Exercise brief - Scan the entries below for the string "dash" and copy every line where it turns up.

Records for this exercise -
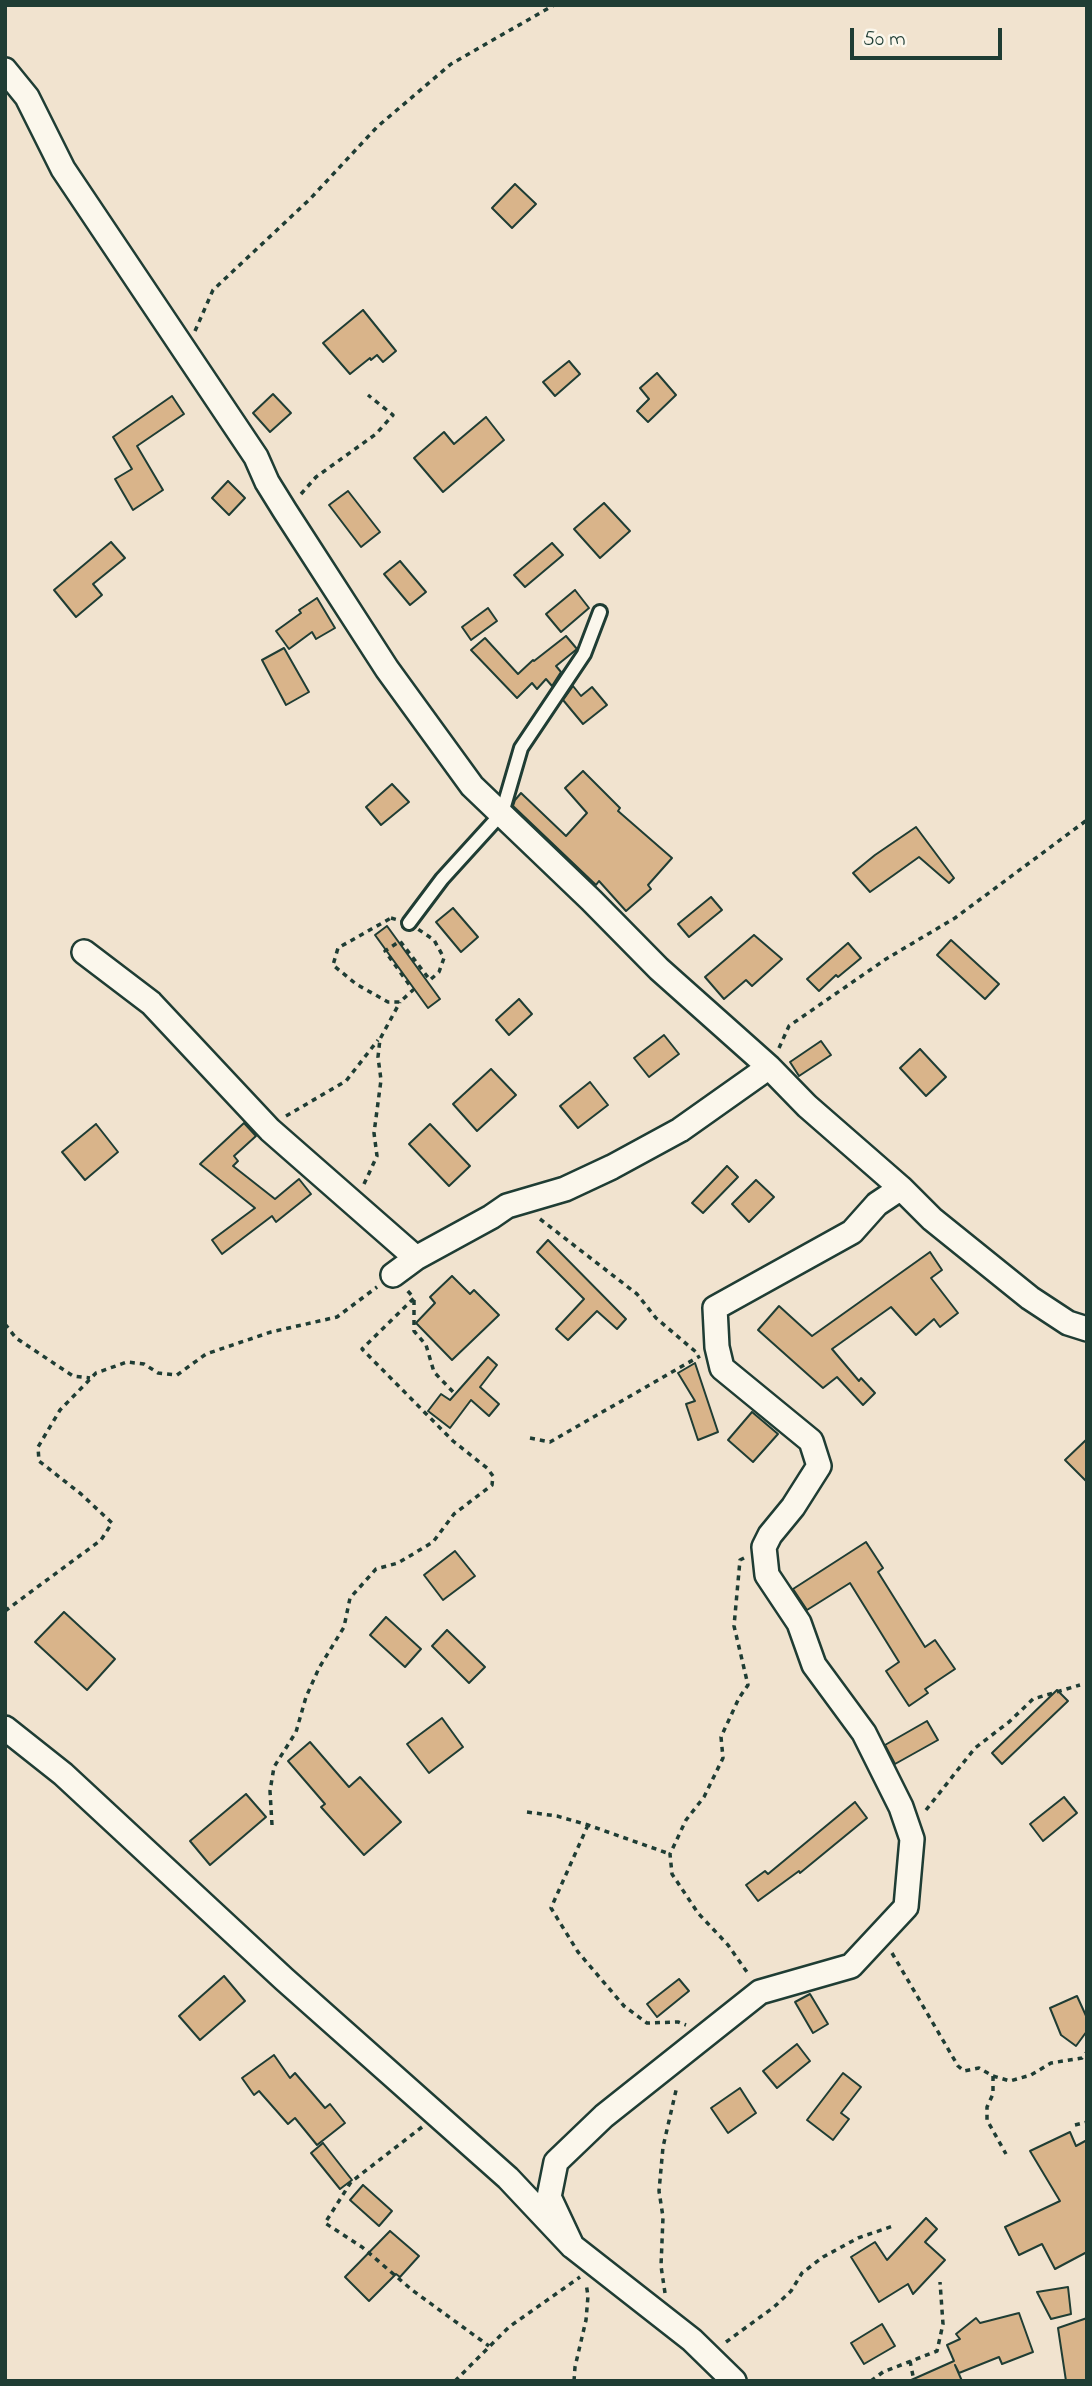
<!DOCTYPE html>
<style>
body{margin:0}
#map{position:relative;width:1092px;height:2386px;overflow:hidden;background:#f1e3cf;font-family:"Indie Flower",sans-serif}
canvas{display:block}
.frame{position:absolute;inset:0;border:7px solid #1f3d34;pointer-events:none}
.scale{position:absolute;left:850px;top:28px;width:152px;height:32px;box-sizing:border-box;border:4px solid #1f3d34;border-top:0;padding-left:9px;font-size:21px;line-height:24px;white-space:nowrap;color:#1f3d34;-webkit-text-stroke:5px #fbf7ec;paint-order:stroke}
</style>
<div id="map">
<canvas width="1092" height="2386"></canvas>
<div class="frame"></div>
<div class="scale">50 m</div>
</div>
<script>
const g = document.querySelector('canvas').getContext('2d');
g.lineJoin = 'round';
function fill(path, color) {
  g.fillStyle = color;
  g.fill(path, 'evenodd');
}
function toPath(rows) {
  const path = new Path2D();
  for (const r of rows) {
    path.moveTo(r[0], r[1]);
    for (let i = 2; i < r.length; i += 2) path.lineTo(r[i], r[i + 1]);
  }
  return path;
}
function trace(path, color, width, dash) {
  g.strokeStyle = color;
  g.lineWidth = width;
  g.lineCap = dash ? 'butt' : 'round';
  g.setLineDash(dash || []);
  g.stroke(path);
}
const building = toPath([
 [515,184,536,204,512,228,492,208,515,184],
 [363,310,396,351,383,362,377,355,371,360,370,358,350,374,323,343,363,310],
 [569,361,580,374,555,396,543,382,569,361],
 [657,373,676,395,648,422,637,411,649,399,640,388,657,373],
 [273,394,291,413,270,432,253,413,273,394],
 [172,396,184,414,137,446,163,490,133,510,115,479,132,469,113,437,172,396],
 [486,417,504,440,443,492,414,458,444,432,454,444,486,417],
 [228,481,245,498,229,515,212,498,228,481],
 [348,491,380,532,361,547,329,505,348,491],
 [604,503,630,531,600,558,574,529,604,503],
 [111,542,125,558,93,584,102,595,76,617,54,590,111,542],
 [552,543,563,555,525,587,514,575,552,543],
 [400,561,426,592,410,605,384,574,400,561],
 [575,590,589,608,561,632,546,614,575,590],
 [317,598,335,628,316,639,312,632,289,649,276,631,301,613,299,610,317,598],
 [488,608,497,621,471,640,462,627,488,608],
 [566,636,577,649,556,666,561,672,552,686,546,679,537,689,532,683,517,698,471,650,485,638,518,674,533,660,534,661,566,636],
 [284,648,309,692,286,705,262,660,284,648],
 [573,686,581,696,592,687,607,705,583,724,563,700,573,686],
 [583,771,620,808,618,811,672,858,648,885,651,889,626,911,599,881,596,885,513,806,515,800,521,793,566,836,587,813,565,788,583,771],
 [392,784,409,802,381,825,366,807,392,784],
 [916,827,954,878,949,883,919,857,870,892,853,873,875,855,916,827],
 [711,897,722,910,689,937,678,924,711,897],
 [453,908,478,937,461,952,436,922,453,908],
 [387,926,440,999,428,1008,375,935,387,926],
 [754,935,782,959,752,986,746,980,724,999,705,977,754,935],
 [951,940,999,984,985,999,937,955,951,940],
 [848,943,861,958,838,977,836,975,819,991,807,979,848,943],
 [519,999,532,1014,509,1035,496,1020,519,999],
 [664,1035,679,1054,649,1077,634,1058,664,1035],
 [821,1041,831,1055,799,1076,790,1062,821,1041],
 [920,1049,946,1077,926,1096,900,1068,920,1049],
 [491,1069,516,1095,477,1131,453,1104,491,1069],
 [590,1082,608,1105,578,1128,560,1106,590,1082],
 [244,1123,256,1136,234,1156,238,1161,233,1166,275,1199,299,1179,311,1194,276,1222,272,1216,222,1254,212,1240,255,1208,200,1164,244,1123],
 [96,1124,118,1152,85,1180,62,1152,96,1124],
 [430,1124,470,1166,449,1186,409,1144,430,1124],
 [727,1166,738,1177,703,1213,692,1203,727,1166],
 [756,1180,774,1197,749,1222,732,1204,756,1180],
 [548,1240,626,1319,617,1329,597,1311,568,1340,556,1329,584,1299,537,1252,548,1240],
 [930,1252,942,1270,931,1278,958,1313,940,1327,934,1319,916,1335,891,1307,832,1349,859,1381,861,1378,875,1393,863,1405,837,1377,823,1388,758,1330,779,1306,812,1336,930,1252],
 [452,1276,470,1294,474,1290,499,1315,452,1360,416,1323,435,1303,430,1297,452,1276],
 [488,1357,497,1365,480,1387,499,1404,489,1416,471,1400,450,1428,428,1411,441,1394,450,1400,488,1357],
 [695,1363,718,1432,698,1440,686,1404,695,1401,678,1373,695,1363],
 [752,1412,778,1434,753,1462,728,1440,752,1412],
 [1087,1439,1087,1482,1065,1460,1087,1439],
 [866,1542,883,1568,878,1572,925,1647,935,1640,955,1669,925,1689,928,1693,909,1706,886,1671,899,1662,850,1583,807,1610,793,1589,866,1542],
 [455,1551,475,1576,443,1600,424,1575,455,1551],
 [64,1612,115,1659,87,1690,35,1642,64,1612],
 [386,1617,421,1649,405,1667,370,1635,386,1617],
 [447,1630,485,1667,469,1683,432,1646,447,1630],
 [1057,1690,1068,1701,1002,1764,992,1753,1057,1690],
 [442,1718,463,1747,429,1773,407,1744,442,1718],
 [927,1721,938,1740,895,1764,885,1745,927,1721],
 [310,1742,349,1787,360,1777,401,1822,364,1855,321,1807,325,1804,288,1761,310,1742],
 [246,1794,266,1817,210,1865,190,1841,246,1794],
 [1064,1797,1077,1813,1043,1841,1030,1824,1064,1797],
 [855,1802,867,1818,800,1873,799,1871,758,1901,746,1885,765,1871,768,1874,855,1802],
 [224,1976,245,2001,200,2040,179,2016,224,1976],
 [679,1979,689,1991,657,2017,647,2004,679,1979],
 [810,1994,828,2024,813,2033,795,2002,810,1994],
 [1077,1996,1087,2018,1087,2031,1076,2046,1061,2035,1050,2008,1077,1996],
 [797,2044,810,2061,777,2088,763,2071,797,2044],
 [274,2055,290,2078,295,2073,325,2108,330,2104,345,2123,317,2145,295,2118,288,2124,259,2091,254,2095,242,2078,274,2055],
 [843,2073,861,2087,841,2113,849,2119,833,2140,807,2120,843,2073],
 [740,2088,756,2113,728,2133,711,2108,740,2088],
 [1070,2132,1076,2146,1087,2140,1087,2252,1055,2269,1042,2244,1019,2255,1005,2227,1060,2201,1030,2151,1070,2132],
 [323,2143,352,2180,340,2189,311,2153,323,2143],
 [363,2185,392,2211,379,2226,350,2200,363,2185],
 [926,2218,937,2229,925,2242,945,2260,913,2294,908,2284,879,2302,851,2257,875,2242,887,2260,926,2218],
 [390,2231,419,2256,400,2277,396,2274,369,2301,345,2277,390,2231],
 [1068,2287,1071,2314,1051,2319,1037,2292,1068,2287],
 [1019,2313,1033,2352,1002,2364,999,2357,959,2373,955,2365,962,2381,909,2381,954,2361,947,2345,960,2339,956,2334,976,2318,980,2323,1019,2313],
 [1087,2318,1087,2381,1066,2381,1058,2328,1087,2318],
 [882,2324,895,2346,864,2364,851,2343,882,2324]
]);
fill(building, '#d9b48a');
trace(building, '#1f3d34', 2);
const service = toPath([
 [409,923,442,879,502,813,521,748,584,654,600,612]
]);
const minor = toPath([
 [5,70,27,97,63,169,256,457,267,482,285,511,387,669,472,786,591,900,659,969,769,1067,807,1106,901,1188,932,1219,1030,1298,1068,1323,1087,1329],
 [84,952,151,1003,270,1130,416,1258],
 [393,1275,416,1258,491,1217,507,1206,565,1189,612,1167,680,1130,769,1067],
 [5,1728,63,1774,284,1979,508,2178,572,2246,692,2340,734,2381],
 [572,2246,549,2197,556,2162,604,2116,760,1992,851,1966,906,1907,912,1839,901,1807,864,1733,814,1665,799,1623,767,1575,764,1547,770,1535,793,1507,819,1466,811,1441,722,1368,717,1347,715,1308,852,1232,877,1204,901,1188]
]);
trace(service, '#1f3d34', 18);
trace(minor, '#1f3d34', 28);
trace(toPath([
 [195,331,213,290,310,199,377,127,451,64,554,5],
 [301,494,316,477,376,434,393,415,368,395],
 [391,918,409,923,434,940,444,958,439,972,430,980,400,941,385,951,413,990,400,1002,388,1002,356,984,333,965,338,948,391,918],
 [779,1048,789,1026,886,959,955,918,1087,820],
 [286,1116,346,1081,378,1040],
 [364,1184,377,1156,374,1133,381,1080,378,1057,380,1039,400,1002],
 [540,1219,637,1294,656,1318,696,1352],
 [414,1300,414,1331,426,1345,434,1372,456,1395],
 [5,1324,16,1338,73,1376,90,1378],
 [530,1438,550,1442,700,1356],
 [744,1558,740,1560,734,1626,748,1685,739,1698,721,1737,723,1758,704,1797,686,1820,670,1854,672,1874,698,1913,728,1945,749,1975],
 [5,1611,101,1540,112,1523,81,1494,39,1461,38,1447,60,1410,96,1373,127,1362,144,1364,158,1373,177,1375,206,1354,271,1332,337,1317,377,1287],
 [926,1810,975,1748,1009,1722,1033,1699,1080,1685],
 [527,1812,557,1816,588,1825,670,1854],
 [272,1825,270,1791,274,1767,296,1732,306,1697,319,1668,344,1627,350,1598,376,1569,398,1563,433,1542,454,1514,492,1485,493,1476,487,1468,453,1441,362,1349,414,1298,406,1289],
 [588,1825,551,1908,578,1952,624,2006,647,2023,678,2022,686,2025],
 [892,1953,958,2066,964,2071,979,2068,993,2076,1010,2081,1031,2075,1051,2063,1082,2058,1087,2052],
 [993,2076,993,2094,987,2107,987,2120,1006,2154],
 [1075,2125,1087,2122],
 [422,2127,351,2182,325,2223,362,2247,412,2290,489,2346],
 [665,2293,661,2266,663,2217,659,2191,663,2147,677,2086],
 [726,2342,774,2307,791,2291,802,2273,823,2257,858,2238,893,2226],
 [910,2361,914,2381],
 [455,2381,509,2327,580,2277],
 [574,2381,575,2367,586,2320,588,2296,586,2283],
 [871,2381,883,2372,937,2351,943,2324,940,2282]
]), '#1f3d34', 3.5, [5, 5]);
trace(service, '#fbf7ec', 12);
trace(minor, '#fbf7ec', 23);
</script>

Solution to this exercise -
function trace(path, color, width, dash) {
  g.lineCap = dash ? 'butt' : 'round';
  g.setLineDash(dash || []);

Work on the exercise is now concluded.